Pengertian Adat Sopan Santun

Adat sopan santun, tata krama dan sering juga disebut sebagai etiket telah menjadi bahagian dalam kehidupan manusia. Sopan santun sudah merupakan persyaratan dalam kehidupan sehari-hari, dimanapun dalam waktu apapun juga. Dalam proses sosialisasi seseorang itu sejak kecil telah diajarkan, umpamanya kalau seseorang memberikan sesuatu hendaklah diterima dengan tangan kanan dan mengucapkan terimakasih. Orang tua sejak kecil telah mengajarkan cara minum, menyapa, memberi hormat, berbicara, berpakaian, bersikap dan lain-lain. Akhirnya prilaku seseorang terbentuk menjadi kebiasaan, tanpa disadari mengapa berbuat demikian. Adat sopan santun lahir, karena adanya interaksi antara individu maupun dengan masyarakat.

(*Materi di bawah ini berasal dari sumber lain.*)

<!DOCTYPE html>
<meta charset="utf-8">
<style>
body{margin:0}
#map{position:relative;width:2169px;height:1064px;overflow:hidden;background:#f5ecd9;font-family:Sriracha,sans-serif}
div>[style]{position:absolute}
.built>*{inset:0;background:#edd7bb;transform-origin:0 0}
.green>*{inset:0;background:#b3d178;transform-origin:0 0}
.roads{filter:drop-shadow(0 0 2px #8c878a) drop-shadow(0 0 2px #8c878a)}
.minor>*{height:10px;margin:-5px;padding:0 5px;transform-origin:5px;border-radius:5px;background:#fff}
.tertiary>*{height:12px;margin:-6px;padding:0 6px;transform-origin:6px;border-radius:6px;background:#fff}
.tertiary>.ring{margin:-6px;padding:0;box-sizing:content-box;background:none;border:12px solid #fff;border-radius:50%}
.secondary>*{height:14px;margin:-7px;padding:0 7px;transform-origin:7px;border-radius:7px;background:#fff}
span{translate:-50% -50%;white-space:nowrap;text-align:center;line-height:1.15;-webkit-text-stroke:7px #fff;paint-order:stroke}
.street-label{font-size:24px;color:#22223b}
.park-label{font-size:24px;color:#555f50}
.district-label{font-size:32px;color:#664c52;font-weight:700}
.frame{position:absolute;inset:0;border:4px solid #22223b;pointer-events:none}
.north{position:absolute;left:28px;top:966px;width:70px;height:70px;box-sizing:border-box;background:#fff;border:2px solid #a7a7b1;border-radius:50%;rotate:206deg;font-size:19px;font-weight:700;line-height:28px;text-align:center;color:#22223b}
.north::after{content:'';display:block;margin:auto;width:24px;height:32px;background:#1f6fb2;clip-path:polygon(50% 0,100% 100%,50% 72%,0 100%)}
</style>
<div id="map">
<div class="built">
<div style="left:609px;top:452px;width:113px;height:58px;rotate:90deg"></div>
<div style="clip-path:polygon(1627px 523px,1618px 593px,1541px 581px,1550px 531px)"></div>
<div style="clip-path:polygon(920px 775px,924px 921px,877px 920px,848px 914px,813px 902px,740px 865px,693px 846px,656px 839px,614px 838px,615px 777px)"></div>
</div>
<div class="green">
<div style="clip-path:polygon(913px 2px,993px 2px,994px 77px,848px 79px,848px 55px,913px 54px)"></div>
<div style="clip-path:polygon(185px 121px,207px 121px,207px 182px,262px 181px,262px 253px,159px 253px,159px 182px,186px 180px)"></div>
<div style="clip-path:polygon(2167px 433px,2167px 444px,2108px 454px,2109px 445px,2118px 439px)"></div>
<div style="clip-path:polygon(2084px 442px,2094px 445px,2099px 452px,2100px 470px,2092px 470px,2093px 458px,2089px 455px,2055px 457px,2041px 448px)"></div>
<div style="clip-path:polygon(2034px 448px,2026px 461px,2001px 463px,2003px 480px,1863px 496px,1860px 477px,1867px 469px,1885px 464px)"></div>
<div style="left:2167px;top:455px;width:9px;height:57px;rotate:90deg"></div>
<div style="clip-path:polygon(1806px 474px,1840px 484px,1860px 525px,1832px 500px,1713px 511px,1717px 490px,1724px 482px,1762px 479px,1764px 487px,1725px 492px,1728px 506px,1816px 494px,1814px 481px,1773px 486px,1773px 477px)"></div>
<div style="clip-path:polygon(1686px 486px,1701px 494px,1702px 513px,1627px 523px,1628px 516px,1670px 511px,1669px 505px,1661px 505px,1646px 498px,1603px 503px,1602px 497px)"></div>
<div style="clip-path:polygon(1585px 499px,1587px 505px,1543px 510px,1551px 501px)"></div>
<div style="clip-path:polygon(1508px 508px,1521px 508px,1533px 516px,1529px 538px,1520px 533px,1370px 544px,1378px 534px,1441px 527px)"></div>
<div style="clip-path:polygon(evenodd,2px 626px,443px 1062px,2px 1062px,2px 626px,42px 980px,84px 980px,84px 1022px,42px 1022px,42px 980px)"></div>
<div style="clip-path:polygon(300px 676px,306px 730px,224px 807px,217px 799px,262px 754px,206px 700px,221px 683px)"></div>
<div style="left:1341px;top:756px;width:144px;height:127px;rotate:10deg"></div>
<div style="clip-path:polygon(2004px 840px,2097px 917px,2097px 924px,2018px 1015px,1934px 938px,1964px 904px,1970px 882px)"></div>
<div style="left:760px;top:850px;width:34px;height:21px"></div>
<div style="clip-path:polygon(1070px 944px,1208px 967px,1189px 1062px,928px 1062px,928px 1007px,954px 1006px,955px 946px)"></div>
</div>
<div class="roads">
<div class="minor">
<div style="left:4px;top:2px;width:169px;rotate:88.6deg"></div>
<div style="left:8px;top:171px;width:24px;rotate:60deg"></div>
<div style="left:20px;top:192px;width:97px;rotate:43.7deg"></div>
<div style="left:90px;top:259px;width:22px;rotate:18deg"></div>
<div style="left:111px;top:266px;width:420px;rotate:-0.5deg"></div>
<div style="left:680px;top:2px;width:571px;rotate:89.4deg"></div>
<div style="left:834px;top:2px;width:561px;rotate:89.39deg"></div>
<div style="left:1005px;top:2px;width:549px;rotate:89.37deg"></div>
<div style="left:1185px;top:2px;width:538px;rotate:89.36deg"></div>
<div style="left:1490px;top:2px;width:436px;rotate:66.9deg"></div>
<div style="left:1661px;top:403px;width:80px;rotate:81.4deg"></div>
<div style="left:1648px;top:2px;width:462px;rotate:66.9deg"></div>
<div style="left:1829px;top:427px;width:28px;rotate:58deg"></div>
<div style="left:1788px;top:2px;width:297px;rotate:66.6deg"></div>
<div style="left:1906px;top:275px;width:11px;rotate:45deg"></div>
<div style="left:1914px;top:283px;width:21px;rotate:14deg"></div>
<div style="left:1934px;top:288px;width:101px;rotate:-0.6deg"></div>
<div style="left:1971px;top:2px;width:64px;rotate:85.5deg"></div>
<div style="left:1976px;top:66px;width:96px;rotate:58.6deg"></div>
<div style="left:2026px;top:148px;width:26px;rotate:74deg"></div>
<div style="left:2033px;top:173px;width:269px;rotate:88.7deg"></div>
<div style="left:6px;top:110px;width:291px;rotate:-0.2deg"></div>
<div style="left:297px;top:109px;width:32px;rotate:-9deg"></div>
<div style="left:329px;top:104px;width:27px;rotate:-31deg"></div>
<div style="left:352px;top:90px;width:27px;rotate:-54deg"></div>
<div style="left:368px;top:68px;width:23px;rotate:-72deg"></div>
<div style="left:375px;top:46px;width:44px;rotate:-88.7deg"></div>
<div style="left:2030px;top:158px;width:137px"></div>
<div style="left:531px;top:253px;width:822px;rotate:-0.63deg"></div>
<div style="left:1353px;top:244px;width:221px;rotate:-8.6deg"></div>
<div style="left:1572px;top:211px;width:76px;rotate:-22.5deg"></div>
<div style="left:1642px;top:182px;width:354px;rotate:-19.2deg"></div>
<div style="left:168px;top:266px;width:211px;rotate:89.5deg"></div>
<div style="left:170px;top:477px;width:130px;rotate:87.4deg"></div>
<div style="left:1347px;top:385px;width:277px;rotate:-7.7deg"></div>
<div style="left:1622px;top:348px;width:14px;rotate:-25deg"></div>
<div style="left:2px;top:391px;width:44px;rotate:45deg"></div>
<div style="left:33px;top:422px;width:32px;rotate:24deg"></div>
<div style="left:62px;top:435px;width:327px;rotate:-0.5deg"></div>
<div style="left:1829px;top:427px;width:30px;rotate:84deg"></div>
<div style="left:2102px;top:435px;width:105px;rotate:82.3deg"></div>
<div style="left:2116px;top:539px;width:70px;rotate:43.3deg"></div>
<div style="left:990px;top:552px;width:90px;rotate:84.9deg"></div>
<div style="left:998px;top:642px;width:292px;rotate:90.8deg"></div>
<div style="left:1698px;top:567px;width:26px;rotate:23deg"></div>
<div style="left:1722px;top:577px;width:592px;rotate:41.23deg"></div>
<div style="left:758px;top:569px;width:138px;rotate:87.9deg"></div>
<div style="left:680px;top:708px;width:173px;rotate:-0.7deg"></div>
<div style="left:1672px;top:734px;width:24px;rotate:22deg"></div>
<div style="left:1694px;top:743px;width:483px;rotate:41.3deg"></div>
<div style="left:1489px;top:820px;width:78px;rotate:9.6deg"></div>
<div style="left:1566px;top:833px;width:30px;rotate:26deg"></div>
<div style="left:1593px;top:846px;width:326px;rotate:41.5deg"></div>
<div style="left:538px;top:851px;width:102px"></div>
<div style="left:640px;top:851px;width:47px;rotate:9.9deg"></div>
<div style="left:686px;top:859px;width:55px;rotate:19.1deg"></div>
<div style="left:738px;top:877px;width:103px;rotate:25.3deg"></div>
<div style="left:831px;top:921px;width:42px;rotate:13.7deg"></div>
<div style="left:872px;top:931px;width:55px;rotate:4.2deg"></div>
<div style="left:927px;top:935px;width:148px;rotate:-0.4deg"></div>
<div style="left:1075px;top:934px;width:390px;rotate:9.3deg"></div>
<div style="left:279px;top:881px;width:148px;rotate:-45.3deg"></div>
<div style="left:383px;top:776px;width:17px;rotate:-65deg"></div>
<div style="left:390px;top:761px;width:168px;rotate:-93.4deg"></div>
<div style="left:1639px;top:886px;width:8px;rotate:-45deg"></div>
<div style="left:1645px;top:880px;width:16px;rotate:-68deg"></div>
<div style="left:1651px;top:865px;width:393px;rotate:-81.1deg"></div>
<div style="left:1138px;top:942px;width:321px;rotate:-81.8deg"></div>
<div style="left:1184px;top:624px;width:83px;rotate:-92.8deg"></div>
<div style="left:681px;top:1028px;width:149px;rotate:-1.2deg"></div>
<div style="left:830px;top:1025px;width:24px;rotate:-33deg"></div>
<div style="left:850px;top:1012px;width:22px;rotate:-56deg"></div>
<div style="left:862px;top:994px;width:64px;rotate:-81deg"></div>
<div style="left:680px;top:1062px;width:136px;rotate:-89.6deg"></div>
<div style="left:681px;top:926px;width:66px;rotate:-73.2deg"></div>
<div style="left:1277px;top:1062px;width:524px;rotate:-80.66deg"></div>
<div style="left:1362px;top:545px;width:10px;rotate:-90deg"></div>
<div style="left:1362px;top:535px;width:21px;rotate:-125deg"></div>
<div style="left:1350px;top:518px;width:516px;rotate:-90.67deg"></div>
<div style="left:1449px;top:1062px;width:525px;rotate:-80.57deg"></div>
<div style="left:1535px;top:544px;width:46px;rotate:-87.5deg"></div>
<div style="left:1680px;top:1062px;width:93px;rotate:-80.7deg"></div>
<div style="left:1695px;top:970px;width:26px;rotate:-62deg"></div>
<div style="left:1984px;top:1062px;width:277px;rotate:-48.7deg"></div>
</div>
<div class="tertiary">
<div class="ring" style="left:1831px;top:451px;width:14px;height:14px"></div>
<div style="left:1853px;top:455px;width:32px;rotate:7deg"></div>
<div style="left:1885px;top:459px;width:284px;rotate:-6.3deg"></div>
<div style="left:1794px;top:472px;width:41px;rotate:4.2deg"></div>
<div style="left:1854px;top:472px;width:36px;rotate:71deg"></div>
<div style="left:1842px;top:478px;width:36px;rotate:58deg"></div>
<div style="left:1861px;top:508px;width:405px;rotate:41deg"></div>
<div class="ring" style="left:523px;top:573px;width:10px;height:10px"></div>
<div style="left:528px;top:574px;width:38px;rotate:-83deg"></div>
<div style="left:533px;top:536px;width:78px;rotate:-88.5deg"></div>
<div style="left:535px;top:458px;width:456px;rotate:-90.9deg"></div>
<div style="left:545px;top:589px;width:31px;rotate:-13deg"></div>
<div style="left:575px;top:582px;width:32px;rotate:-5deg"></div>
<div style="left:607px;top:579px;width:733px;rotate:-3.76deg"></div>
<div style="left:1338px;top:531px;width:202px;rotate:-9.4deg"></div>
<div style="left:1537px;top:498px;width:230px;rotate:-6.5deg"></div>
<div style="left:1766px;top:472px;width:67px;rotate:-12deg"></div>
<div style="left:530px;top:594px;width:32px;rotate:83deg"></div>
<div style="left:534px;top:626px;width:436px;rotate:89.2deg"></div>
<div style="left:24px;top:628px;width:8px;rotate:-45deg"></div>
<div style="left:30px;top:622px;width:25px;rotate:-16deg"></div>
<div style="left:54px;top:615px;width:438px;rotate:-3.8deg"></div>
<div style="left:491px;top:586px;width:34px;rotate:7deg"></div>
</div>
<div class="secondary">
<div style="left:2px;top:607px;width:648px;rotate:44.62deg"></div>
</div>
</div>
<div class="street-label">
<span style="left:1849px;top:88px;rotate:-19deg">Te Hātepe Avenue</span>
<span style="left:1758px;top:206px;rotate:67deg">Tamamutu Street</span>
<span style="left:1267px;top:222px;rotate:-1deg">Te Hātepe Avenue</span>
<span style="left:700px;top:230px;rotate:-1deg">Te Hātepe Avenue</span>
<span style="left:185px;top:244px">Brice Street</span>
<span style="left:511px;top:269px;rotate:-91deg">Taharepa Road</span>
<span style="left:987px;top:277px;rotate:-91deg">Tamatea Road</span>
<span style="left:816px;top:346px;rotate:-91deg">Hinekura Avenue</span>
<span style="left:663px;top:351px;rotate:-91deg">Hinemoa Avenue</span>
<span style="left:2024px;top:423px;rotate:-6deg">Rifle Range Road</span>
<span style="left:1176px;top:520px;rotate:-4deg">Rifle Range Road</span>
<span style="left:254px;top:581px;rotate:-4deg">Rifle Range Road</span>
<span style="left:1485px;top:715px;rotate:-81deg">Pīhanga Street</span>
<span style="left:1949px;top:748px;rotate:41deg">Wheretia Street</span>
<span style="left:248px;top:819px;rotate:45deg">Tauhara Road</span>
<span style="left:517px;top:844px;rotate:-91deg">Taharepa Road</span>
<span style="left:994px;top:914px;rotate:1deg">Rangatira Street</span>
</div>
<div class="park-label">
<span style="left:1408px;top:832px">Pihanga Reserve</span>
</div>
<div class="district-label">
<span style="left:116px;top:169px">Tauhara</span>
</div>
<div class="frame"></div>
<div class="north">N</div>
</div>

Adat sopan santun yang semula berlaku dalam lingkungan terbatas, lama-kelamaan merambat kelingkungan masyarakat yang lebih luas dan akhirnya diterima sebagai sesuatu kesepakatan bersama tanpa tertulis. Sesuai dengan perkembangan waktu tanpa disadari muncul kesepakatan yang tersaring dari lingkungan masyarakat setempat dan masyarakat pada wilayah tertentu. Orang Minangkabau sebagai lingkungan masyarakat tertentu dan punya wilayah adat tersendiri, maka tatakrama atau adat sopan santun yang mempunyai ciri-ciri tersendiri yang dapat membedakan dengan tatakrama masyarakat pada daerah lainnya. Adat sopan santun yang berlaku pada masyarakat tertentu belum tentu diterima pula oleh masyarakat lainnya, karena adat sopan santun tersebut didukung oleh masyarakat yang saling berbeda kondisi dan latar belakang kehidupan sosial budayanya. Oleh karena itu, harus disadari suatu sikap yang mengatakan orang lain atau adat lain tidak sopan adalah hal yang keliru.